The last section of Shoes, “Representation and Self-Representation,” illustrates how these dominant visual codes are built through shrewd advertising, artistic conceptual depictions, and the veneration of designers and style leaders. Stefania Ricci looks at the contributions of designer Salvatore Ferragamo, with his high-end shoes and long list of celebrity clients, to the establishment of a nationalistic marketing campaign “Made in Italy” that promoted the country as a storehouse of iconic designers, quality, and aesthetic excellence to a war-weary West skeptical of products exported from a post-Fascist regime. Economic historian Giovanni Luigi Fontana takes a fresh and comprehensive approach in regards to modern shoe manufacture and promotion. Rather than solely privileging the “mental” creation of designers, Fontana explores the collaboration of a network of key players who ensure the successful realization and profitability of aesthetic concepts into tangible, economic products. Similarly, Alison Gill and Julia Pine demonstrate how symbolic meanings of shoes are cultivated or reinforced through the rhetorical persuasion of brand marketing and conceptual art.

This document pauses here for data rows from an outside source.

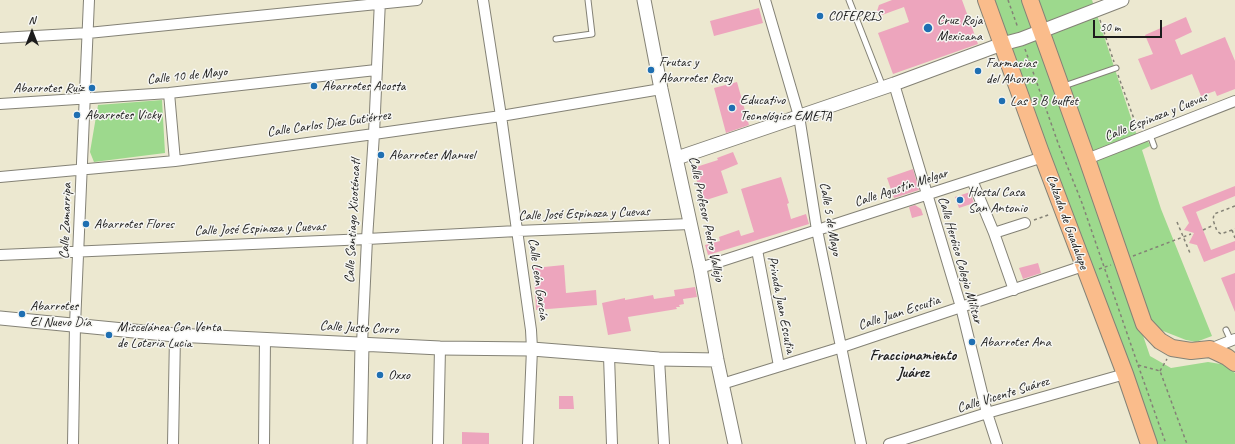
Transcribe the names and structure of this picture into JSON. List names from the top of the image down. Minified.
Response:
{"streets":{"main road":["Calzada de Guadalupe"],"street":["Calle 10 de Mayo","Calle Espinoza y Cuevas","Calle Carlos Díez Gutiérrez","Calle Agustín Melgar","Calle José Espinoza y Cuevas","Calle Profesor Pedro Vallejo","Calle 5 de Mayo","Calle Zamarripa","Calle Santiago Xicoténcatl","Calle Heróico Colegio Militar","Calle León García","Privada Juan Escutia","Calle Juan Escutia","Calle Justo Corro","Calle Vicente Suárez"]},"crossings":[["Calle 10 de Mayo","Calle Zamarripa"],["Calle 10 de Mayo","Calle Santiago Xicoténcatl"],["Calle Carlos Díez Gutiérrez","Calle Profesor Pedro Vallejo"],["Calle Carlos Díez Gutiérrez","Calle Zamarripa"],["Calle Carlos Díez Gutiérrez","Calle Santiago Xicoténcatl"],["Calle Carlos Díez Gutiérrez","Calle León García"],["Calle Agustín Melgar","Calle Profesor Pedro Vallejo"],["Calle Agustín Melgar","Calle 5 de Mayo"],["Calle Agustín Melgar","Calzada de Guadalupe"],["Calle Agustín Melgar","Calle Heróico Colegio Militar"],["Calle Agustín Melgar","Privada Juan Escutia"],["Calle José Espinoza y Cuevas","Calle Profesor Pedro Vallejo"],["Calle José Espinoza y Cuevas","Calle Zamarripa"],["Calle José Espinoza y Cuevas","Calle Santiago Xicoténcatl"],["Calle José Espinoza y Cuevas","Calle León García"],["Calle Profesor Pedro Vallejo","Calle Juan Escutia"],["Calle Profesor Pedro Vallejo","Calle Justo Corro"],["Calle 5 de Mayo","Calle Juan Escutia"],["Calle Zamarripa","Calle Justo Corro"],["Calle Santiago Xicoténcatl","Calle Justo Corro"],["Calzada de Guadalupe","Calle Juan Escutia"],["Calzada de Guadalupe","Calle Vicente Suárez"],["Calle Heróico Colegio Militar","Calle Juan Escutia"],["Calle Heróico Colegio Militar","Calle Vicente Suárez"],["Calle León García","Calle Justo Corro"],["Privada Juan Escutia","Calle Juan Escutia"]],"districts":["Fraccionamiento Juárez"],"places":["COFEPRIS","Cruz Roja Mexicana","Frutas y Abarrotes Rosy","Farmacias del Ahorro","Abarrotes Acosta","Abarrotes Ruiz","Las 3 B buffet","Educativo Tecnológico EMETA","Abarrotes Vicky","Abarrotes Manuel","Hostal Casa San Antonio","Abarrotes Flores","Abarrotes El Nuevo Día","Miscelánea Con Venta de Loteria Lucia","Abarrotes Ana","Oxxo"],"scale_bar":"50 m","north":"top"}
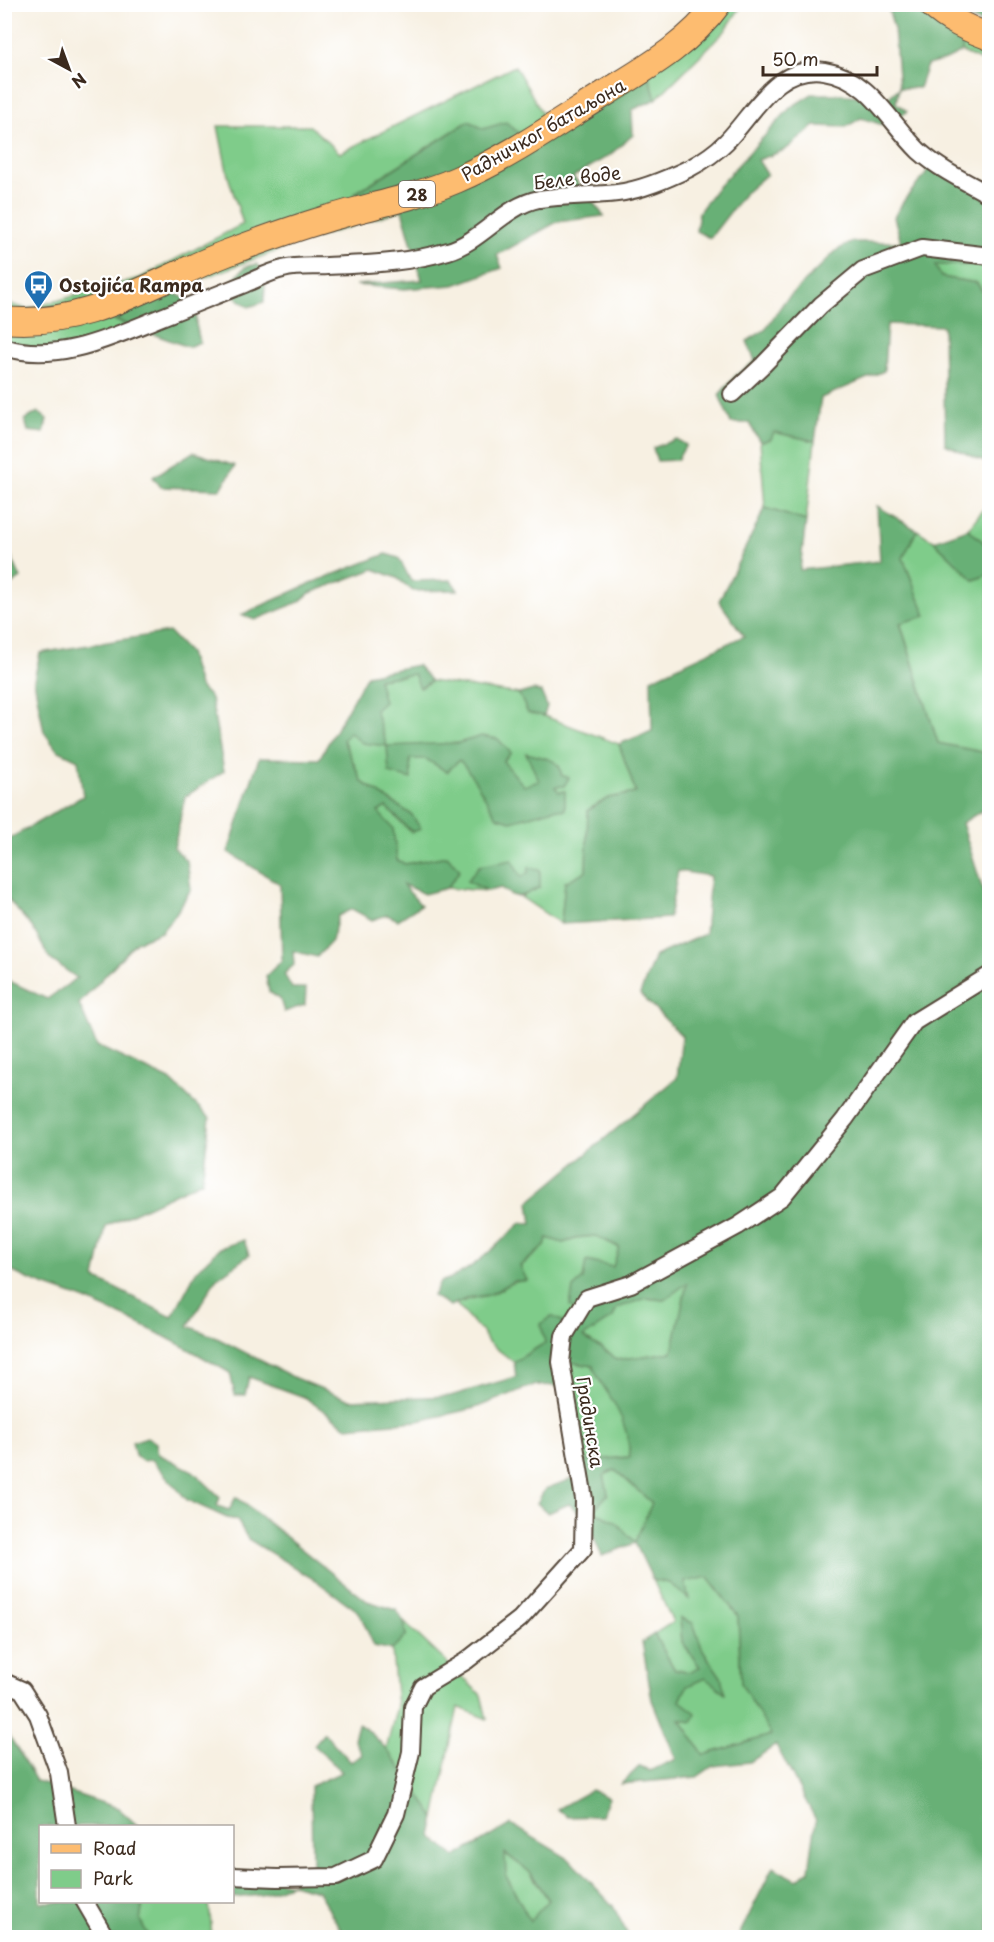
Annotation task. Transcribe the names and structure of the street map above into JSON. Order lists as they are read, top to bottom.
{
  "streets": {
    "main road": ["Радничког батаљона", "28"],
    "street": ["Беле воде", "Градинска"]
  },
  "places": {
    "bus stop": ["Ostojića Rampa"]
  },
  "legend": ["Road", "Park"],
  "scale_bar": "50 m",
  "north": "bottom right"
}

Commendable in its intended breadth, Shoes: A History from Sandals to Sneakers convincingly intimates the material and conceptual complexity of shoes within the social world. The editors argue that attending to history and socio-cultural specificity provides the proper perspective for understanding the potential choices and constraints individuals recognize and contend with in their particular, daily lives. However, beyond the articulation of this philosophical target, ordinary individuals play a very minor role in this work. Absent from the social, economic, and design histories, the semiotic analyzes, and the modern media studies that comprise the four-hundred-plus pages, is a representative example of the on-the-ground density that can be potentially unraveled through ethnography—an orientation of fundamental interest to readers of this journal. Shoes is anything but a cursory look at an important topic, but neither is it exhaustive.

References Cited

Balduinus, Benedictus
1667 De Calceo Antiquo. Amstelodami: Frisius.

Carrie Hertz is Curator of Folk Art at the Castellani Art Museum of Niagara University and a doctoral candidate in the Department of Folklore and Ethnomusicology at Indiana University. Her work focuses on museum and material culture studies, with a special emphasis on the study of clothing and self-adornment. Her articles have been published in Museum Anthropology Review and Midwestern Folklore. She has contributed reviews to Museum Anthropology, The Journal of Folklore Research Reviews, and Material Culture. Her dissertation focuses on the vernacular life of the wedding dress in contemporary America.